Stored items
━━━━━━━━━━
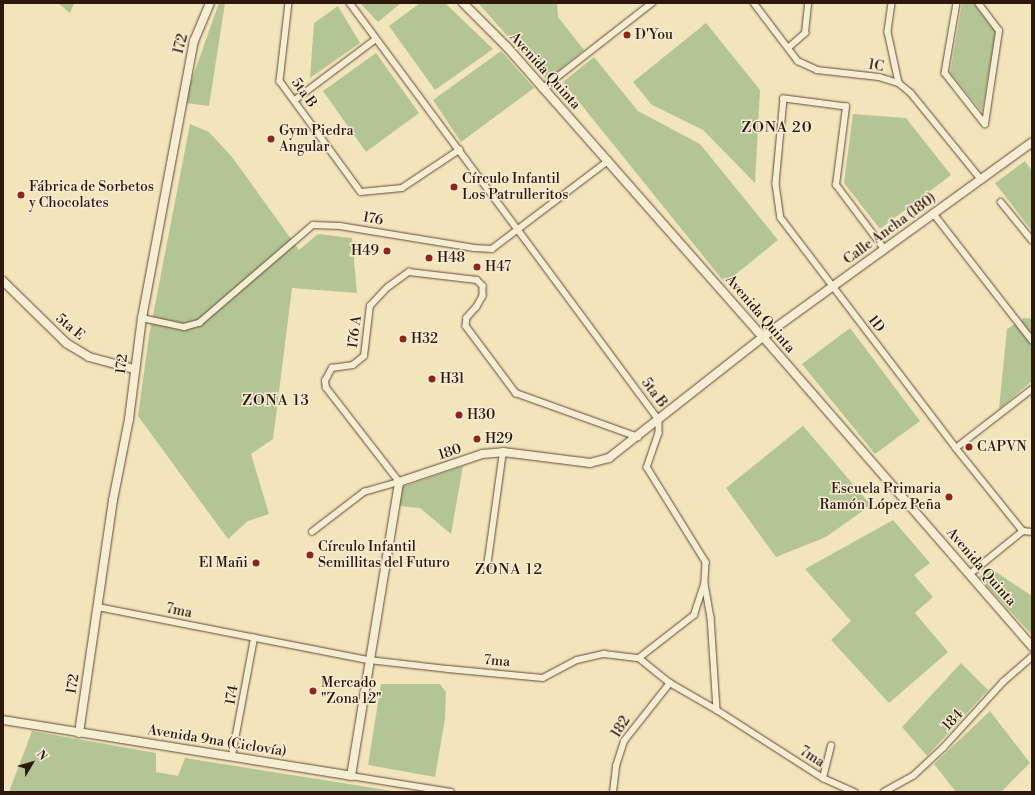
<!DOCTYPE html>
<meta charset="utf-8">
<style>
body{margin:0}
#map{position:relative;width:1035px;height:795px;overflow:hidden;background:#f2e4bb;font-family:"Libre Bodoni",serif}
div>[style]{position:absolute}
.green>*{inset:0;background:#b4c595}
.roads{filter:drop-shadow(0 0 1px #5f4a38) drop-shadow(0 0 1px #5f4a38)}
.street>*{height:5.5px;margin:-2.75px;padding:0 2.75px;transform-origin:2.75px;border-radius:2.75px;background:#f7edd3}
.secondary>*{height:8px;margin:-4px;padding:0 4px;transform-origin:4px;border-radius:4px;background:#f7edd3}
.dots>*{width:11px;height:11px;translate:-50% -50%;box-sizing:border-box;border:2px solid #f7edd3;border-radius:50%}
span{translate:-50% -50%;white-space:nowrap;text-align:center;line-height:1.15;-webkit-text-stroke:3px #f7edd3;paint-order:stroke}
.poi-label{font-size:14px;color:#2e170d}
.left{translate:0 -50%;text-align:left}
.right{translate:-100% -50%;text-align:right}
.street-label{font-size:14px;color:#2e170d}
.neighbourhood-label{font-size:15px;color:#2e170d;letter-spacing:1px}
.frame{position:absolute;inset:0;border:4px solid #2e170d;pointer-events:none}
.north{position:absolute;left:12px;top:743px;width:40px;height:40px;-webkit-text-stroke:3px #f7edd3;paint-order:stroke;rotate:52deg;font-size:11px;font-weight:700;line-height:16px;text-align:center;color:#2e170d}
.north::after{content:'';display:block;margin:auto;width:14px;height:18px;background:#2e170d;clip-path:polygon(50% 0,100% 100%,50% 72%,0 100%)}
</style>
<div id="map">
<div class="green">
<div style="clip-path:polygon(58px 3px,74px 3px,70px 13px)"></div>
<div style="clip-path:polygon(219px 3px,225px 3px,209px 106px,186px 103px,188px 90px)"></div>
<div style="clip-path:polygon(360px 3px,401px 3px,378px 22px)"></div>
<div style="clip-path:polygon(420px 3px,445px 3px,493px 49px,435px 90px,389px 26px)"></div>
<div style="clip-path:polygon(478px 3px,557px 3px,558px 17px,584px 50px,547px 80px)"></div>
<div style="clip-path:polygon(962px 3px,973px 3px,996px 32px,982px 112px,950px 73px)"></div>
<div style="clip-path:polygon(338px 6px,360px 43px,310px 78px,314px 23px)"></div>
<div style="clip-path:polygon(706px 23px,760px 90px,755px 183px,703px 130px,652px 105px,633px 82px)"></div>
<div style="clip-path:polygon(501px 51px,534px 88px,461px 142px,433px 100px)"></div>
<div style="clip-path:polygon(376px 53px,419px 113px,366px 152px,323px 91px)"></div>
<div style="clip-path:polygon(594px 57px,638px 111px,700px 144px,778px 240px,725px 283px,563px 82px)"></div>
<div style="clip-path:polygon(853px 114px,906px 118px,951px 175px,880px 229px,844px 183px)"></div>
<div style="clip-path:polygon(190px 124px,209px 132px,232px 157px,299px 250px,318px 234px,352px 238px,357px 293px,292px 288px,273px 439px,251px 454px,269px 514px,248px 521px,228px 539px,138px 416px,149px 336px)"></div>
<div style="clip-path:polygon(1025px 161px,1032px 171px,1032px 231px,995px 183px)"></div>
<div style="clip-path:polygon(1024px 318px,1032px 319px,1032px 381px,999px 409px,1007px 329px)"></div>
<div style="clip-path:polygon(850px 328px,920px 421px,875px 454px,802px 364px)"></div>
<div style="clip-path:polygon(803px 426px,871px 505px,826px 537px,776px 557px,726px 488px)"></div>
<div style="clip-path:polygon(463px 466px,451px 534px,420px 508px,399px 506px,402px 487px)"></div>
<div style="clip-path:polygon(893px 520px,930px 563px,914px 575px,933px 597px,915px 613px,948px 652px,889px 703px,831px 640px,851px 621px,805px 569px)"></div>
<div style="clip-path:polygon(990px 568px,1032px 596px,1032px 635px,979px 577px)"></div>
<div style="clip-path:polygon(961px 663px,988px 690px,927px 756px,902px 727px)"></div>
<div style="clip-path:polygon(381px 684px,440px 684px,446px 692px,445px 719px,435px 777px,368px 765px)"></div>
<div style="clip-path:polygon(990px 711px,1030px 763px,1001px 792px,956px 792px,934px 764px)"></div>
<div style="clip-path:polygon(32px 731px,156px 753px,156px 772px,178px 776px,185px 758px,399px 792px,9px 792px)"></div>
</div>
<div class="roads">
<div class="street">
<div style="left:289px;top:3px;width:79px;rotate:96.6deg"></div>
<div style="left:280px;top:81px;width:137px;rotate:53.9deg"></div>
<div style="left:361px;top:192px;width:41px;rotate:-5.6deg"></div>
<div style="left:402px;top:188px;width:69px;rotate:-33.7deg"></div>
<div style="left:350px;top:3px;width:519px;rotate:53.46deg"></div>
<div style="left:659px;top:420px;width:13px;rotate:90deg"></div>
<div style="left:659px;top:433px;width:36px;rotate:109deg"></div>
<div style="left:647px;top:467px;width:112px;rotate:58.2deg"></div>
<div style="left:706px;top:562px;width:22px;rotate:93deg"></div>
<div style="left:705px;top:584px;width:34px;rotate:80deg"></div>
<div style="left:711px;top:617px;width:93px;rotate:86.3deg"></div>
<div style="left:754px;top:3px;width:73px;rotate:52.8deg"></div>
<div style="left:798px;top:61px;width:21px;rotate:25deg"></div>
<div style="left:817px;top:70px;width:62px;rotate:6.4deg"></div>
<div style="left:879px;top:77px;width:21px;rotate:17deg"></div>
<div style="left:899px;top:83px;width:16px;rotate:40deg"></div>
<div style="left:911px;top:93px;width:111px;rotate:50.9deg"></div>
<div style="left:892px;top:3px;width:29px;rotate:98deg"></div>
<div style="left:888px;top:32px;width:52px;rotate:77.8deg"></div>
<div style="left:957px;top:3px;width:71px;rotate:99.7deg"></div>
<div style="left:945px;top:73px;width:65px;rotate:51.9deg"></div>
<div style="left:985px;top:124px;width:94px;rotate:-81.4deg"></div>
<div style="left:999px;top:31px;width:35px;rotate:-127deg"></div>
<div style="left:788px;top:48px;width:23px;rotate:-41deg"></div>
<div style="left:805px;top:33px;width:30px;rotate:-84deg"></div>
<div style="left:542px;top:89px;width:140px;rotate:-38deg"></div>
<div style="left:295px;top:100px;width:101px;rotate:-37deg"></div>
<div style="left:1001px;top:202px;width:49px;rotate:50.8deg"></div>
<div style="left:934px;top:214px;width:160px;rotate:52.1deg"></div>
<div style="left:884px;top:249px;width:80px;rotate:-126.9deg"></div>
<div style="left:836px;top:185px;width:79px;rotate:-82.7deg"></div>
<div style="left:846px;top:107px;width:63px;rotate:-172.6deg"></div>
<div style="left:784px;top:99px;width:85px;rotate:95.4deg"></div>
<div style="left:776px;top:184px;width:34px;rotate:82deg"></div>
<div style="left:781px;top:218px;width:289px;rotate:52.7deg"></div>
<div style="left:956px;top:448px;width:107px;rotate:51.1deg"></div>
<div style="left:1023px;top:531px;width:9px;rotate:6deg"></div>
<div style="left:142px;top:318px;width:43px;rotate:12.1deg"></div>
<div style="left:184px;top:327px;width:16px;rotate:-15deg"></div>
<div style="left:199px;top:323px;width:150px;rotate:-40.7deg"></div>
<div style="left:313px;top:225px;width:27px;rotate:2deg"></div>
<div style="left:340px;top:226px;width:136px;rotate:9.3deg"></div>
<div style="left:474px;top:248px;width:18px;rotate:3deg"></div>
<div style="left:492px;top:249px;width:146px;rotate:-37.2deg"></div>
<div style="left:956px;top:448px;width:96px;rotate:-37.8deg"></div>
<div style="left:312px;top:532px;width:66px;rotate:-37.6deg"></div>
<div style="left:364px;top:492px;width:36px;rotate:-16deg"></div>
<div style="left:399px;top:482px;width:119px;rotate:-127.8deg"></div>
<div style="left:326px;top:388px;width:7px;rotate:-98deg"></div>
<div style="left:325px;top:381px;width:15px;rotate:-62deg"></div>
<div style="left:332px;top:368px;width:21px;rotate:-8deg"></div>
<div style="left:353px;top:365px;width:14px;rotate:-39deg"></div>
<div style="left:364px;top:356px;width:50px;rotate:-83.2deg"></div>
<div style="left:370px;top:306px;width:26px;rotate:-47deg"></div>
<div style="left:388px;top:287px;width:26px;rotate:-36deg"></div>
<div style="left:409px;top:272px;width:68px;rotate:6.7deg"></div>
<div style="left:477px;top:280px;width:8px;rotate:45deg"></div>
<div style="left:483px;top:286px;width:10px;rotate:90deg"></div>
<div style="left:483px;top:296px;width:13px;rotate:119deg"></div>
<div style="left:477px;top:307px;width:15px;rotate:132deg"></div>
<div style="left:467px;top:318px;width:8px;rotate:97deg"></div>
<div style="left:466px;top:326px;width:84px;rotate:53.3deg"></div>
<div style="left:516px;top:393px;width:130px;rotate:19.8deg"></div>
<div style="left:487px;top:567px;width:116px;rotate:-82.1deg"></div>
<div style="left:970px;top:574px;width:68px;rotate:-39.1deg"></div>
<div style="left:98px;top:607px;width:276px;rotate:11.1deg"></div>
<div style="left:369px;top:660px;width:80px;rotate:6.5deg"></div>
<div style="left:448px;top:669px;width:95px;rotate:5.4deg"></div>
<div style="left:543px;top:678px;width:38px;rotate:-28deg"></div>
<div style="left:577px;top:660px;width:28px;rotate:-13deg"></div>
<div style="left:604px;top:654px;width:35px;rotate:7deg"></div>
<div style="left:639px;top:658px;width:40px;rotate:39deg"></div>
<div style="left:670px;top:683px;width:54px;rotate:29.9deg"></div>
<div style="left:717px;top:710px;width:126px;rotate:32.7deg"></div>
<div style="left:823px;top:778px;width:35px;rotate:24deg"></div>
<div style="left:639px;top:658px;width:70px;rotate:-38deg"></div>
<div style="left:694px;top:615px;width:32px;rotate:-72deg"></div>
<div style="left:232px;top:756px;width:120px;rotate:-79.4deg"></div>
<div style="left:351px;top:776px;width:101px;rotate:9.1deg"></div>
<div style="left:823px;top:778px;width:33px;rotate:-76deg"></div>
<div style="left:613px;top:792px;width:26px;rotate:-83deg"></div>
<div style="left:616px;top:766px;width:26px;rotate:-72deg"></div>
<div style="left:624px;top:741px;width:74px;rotate:-51.6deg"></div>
<div style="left:884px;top:792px;width:33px;rotate:-29deg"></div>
<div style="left:913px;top:776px;width:41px;rotate:-43deg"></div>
<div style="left:943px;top:748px;width:89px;rotate:-47.7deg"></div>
<div style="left:1003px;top:682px;width:38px;rotate:-41deg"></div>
</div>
<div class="secondary">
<div style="left:463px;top:3px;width:62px;rotate:45deg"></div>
<div style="left:507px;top:47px;width:387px;rotate:48.6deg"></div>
<div style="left:763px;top:337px;width:410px;rotate:49deg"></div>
<div style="left:3px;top:281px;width:88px;rotate:44.5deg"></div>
<div style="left:66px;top:343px;width:27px;rotate:31deg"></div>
<div style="left:89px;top:357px;width:47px;rotate:14.9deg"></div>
<div style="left:3px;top:720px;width:352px;rotate:9.1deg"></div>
<div style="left:351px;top:776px;width:298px;rotate:-80.7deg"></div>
<div style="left:399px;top:482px;width:88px;rotate:-18.6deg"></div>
<div style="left:482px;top:454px;width:21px;rotate:-5deg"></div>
<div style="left:503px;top:452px;width:88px;rotate:7.2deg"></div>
<div style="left:590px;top:463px;width:20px;rotate:-15deg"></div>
<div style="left:609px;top:458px;width:196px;rotate:-38.2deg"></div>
<div style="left:763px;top:337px;width:332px;rotate:-35.9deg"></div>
<div style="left:79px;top:733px;width:235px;rotate:-81.7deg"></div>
<div style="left:113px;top:500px;width:83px;rotate:-78.8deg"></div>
<div style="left:129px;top:419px;width:102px;rotate:-82.7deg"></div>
<div style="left:142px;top:318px;width:282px;rotate:-79.4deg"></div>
<div style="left:194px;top:41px;width:41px;rotate:-67.2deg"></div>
</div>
</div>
<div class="dots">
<div style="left:627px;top:35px;background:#8f2418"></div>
<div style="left:271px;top:139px;background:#8f2418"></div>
<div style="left:454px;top:187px;background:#8f2418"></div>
<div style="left:21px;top:195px;background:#8f2418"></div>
<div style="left:387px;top:251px;background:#8f2418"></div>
<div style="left:429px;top:258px;background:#8f2418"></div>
<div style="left:477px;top:267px;background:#8f2418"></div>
<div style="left:403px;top:339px;background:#8f2418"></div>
<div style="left:432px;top:379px;background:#8f2418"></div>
<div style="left:459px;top:415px;background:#8f2418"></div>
<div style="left:477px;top:439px;background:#8f2418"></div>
<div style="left:969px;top:447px;background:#8f2418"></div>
<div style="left:949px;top:497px;background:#8f2418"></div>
<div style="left:310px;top:555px;background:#8f2418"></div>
<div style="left:256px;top:563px;background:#8f2418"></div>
<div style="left:313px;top:691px;background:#8f2418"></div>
</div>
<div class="poi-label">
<span class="left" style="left:635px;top:35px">D'You</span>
<span class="left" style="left:279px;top:139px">Gym Piedra<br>Angular</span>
<span class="left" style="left:462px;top:187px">Círculo Infantil<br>Los Patrulleritos</span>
<span class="left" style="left:29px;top:195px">Fábrica de Sorbetos<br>y Chocolates</span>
<span class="right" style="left:379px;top:251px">H49</span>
<span class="left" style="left:437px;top:258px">H48</span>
<span class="left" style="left:485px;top:267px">H47</span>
<span class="left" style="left:411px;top:339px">H32</span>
<span class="left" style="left:440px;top:379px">H31</span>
<span class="left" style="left:467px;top:415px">H30</span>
<span class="left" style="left:485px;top:439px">H29</span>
<span class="left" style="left:977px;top:447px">CAPVN</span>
<span class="right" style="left:941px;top:497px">Escuela Primaria<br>Ramón López Peña</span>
<span class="left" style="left:318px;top:555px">Círculo Infantil<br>Semillitas del Futuro</span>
<span class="right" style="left:248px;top:563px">El Mañi</span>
<span class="left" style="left:321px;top:691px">Mercado<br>"Zona 12"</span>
</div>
<div class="street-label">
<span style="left:181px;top:44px;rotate:-75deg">172</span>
<span style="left:876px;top:66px;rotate:10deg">1C</span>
<span style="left:545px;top:71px;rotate:48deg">Avenida Quinta</span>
<span style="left:304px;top:93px;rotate:54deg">5ta B</span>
<span style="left:373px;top:219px;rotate:10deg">176</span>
<span style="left:890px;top:229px;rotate:-36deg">Calle Ancha (180)</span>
<span style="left:760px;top:314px;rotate:49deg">Avenida Quinta</span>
<span style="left:876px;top:324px;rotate:52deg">1D</span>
<span style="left:70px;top:327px;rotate:40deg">5ta E</span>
<span style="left:355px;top:332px;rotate:-82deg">176 A</span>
<span style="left:122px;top:364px;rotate:-83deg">172</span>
<span style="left:654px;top:393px;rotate:53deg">5ta B</span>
<span style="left:450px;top:452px;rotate:-18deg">180</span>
<span style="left:981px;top:567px;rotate:49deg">Avenida Quinta</span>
<span style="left:179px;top:611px;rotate:11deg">7ma</span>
<span style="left:497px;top:661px;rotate:5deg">7ma</span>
<span style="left:73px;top:684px;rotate:-81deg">172</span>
<span style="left:232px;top:695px;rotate:-80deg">174</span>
<span style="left:953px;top:720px;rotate:-47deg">184</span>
<span style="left:621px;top:727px;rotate:-58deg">182</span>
<span style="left:217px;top:741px;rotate:9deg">Avenida 9na (Ciclovía)</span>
<span style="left:812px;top:757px;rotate:32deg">7ma</span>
</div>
<div class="neighbourhood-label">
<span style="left:777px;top:128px">ZONA 20</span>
<span style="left:276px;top:401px">ZONA 13</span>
<span style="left:509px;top:570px">ZONA 12</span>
</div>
<div class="frame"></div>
<div class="north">N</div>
</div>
━━━━━━━━━━
#### Exercise brief:
Copy out each line of the records where the word "roads" appears.

#### Output of the exercise:
.roads{filter:drop-shadow(0 0 1px #5f4a38) drop-shadow(0 0 1px #5f4a38)}
<div class="roads">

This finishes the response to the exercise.